> _Directions for this task_
In your reply, repeat the full listing exactly and leave each picture out.

::::

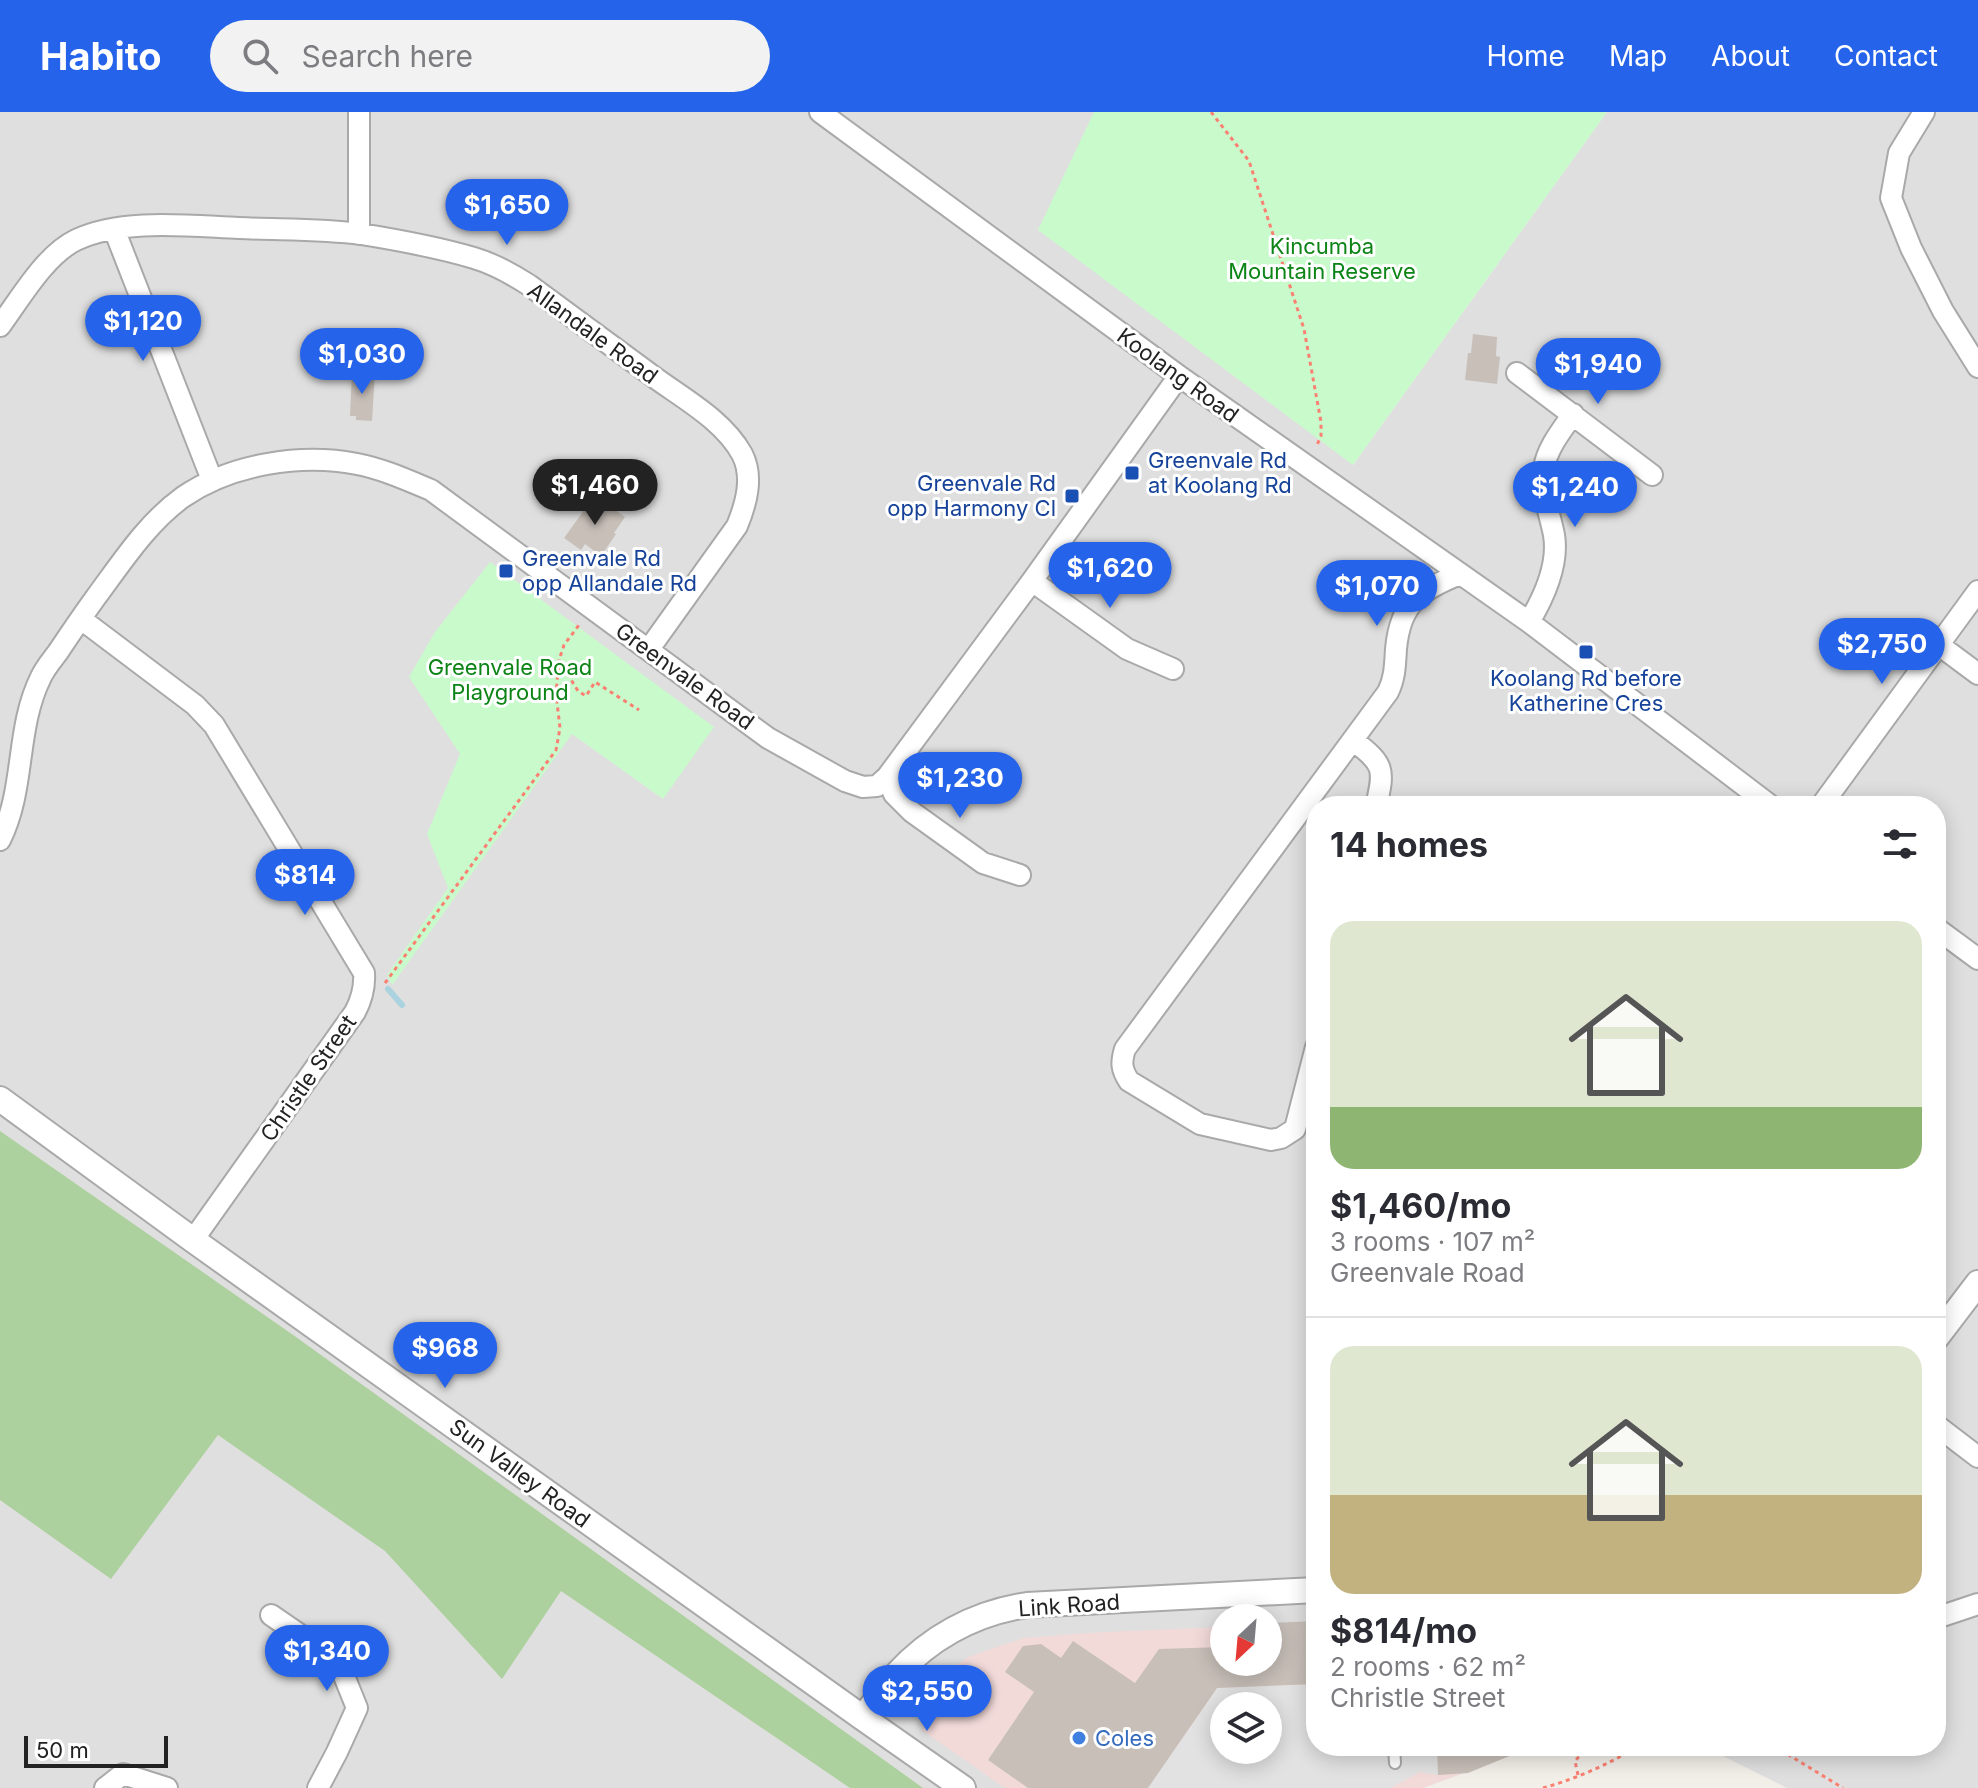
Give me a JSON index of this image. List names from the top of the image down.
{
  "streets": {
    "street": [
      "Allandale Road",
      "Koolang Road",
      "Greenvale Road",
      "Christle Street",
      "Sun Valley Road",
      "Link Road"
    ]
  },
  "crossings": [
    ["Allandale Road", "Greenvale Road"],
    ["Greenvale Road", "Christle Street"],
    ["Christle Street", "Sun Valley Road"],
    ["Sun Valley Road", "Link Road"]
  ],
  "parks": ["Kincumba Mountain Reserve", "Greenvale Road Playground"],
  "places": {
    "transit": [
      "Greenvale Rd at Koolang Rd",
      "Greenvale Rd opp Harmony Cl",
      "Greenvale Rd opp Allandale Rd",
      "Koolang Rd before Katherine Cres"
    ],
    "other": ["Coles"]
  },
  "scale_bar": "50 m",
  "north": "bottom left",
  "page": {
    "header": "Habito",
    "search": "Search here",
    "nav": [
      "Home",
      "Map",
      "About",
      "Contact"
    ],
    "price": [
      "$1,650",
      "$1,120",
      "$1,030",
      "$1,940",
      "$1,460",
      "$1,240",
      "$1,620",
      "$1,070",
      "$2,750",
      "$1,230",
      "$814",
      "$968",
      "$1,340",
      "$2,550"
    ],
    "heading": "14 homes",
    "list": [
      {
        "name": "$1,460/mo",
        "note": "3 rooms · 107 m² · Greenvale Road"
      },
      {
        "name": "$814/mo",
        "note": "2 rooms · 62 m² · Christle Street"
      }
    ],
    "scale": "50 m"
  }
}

::::

> _Finished task_
Give me a JSON index of this image. List names from the top of the image down.
{
  "streets": {
    "street": [
      "Allandale Road",
      "Koolang Road",
      "Greenvale Road",
      "Christle Street",
      "Sun Valley Road",
      "Link Road"
    ]
  },
  "crossings": [
    ["Allandale Road", "Greenvale Road"],
    ["Greenvale Road", "Christle Street"],
    ["Christle Street", "Sun Valley Road"],
    ["Sun Valley Road", "Link Road"]
  ],
  "parks": ["Kincumba Mountain Reserve", "Greenvale Road Playground"],
  "places": {
    "transit": [
      "Greenvale Rd at Koolang Rd",
      "Greenvale Rd opp Harmony Cl",
      "Greenvale Rd opp Allandale Rd",
      "Koolang Rd before Katherine Cres"
    ],
    "other": ["Coles"]
  },
  "scale_bar": "50 m",
  "north": "bottom left",
  "page": {
    "header": "Habito",
    "search": "Search here",
    "nav": [
      "Home",
      "Map",
      "About",
      "Contact"
    ],
    "price": [
      "$1,650",
      "$1,120",
      "$1,030",
      "$1,940",
      "$1,460",
      "$1,240",
      "$1,620",
      "$1,070",
      "$2,750",
      "$1,230",
      "$814",
      "$968",
      "$1,340",
      "$2,550"
    ],
    "heading": "14 homes",
    "list": [
      {
        "name": "$1,460/mo",
        "note": "3 rooms · 107 m² · Greenvale Road"
      },
      {
        "name": "$814/mo",
        "note": "2 rooms · 62 m² · Christle Street"
      }
    ],
    "scale": "50 m"
  }
}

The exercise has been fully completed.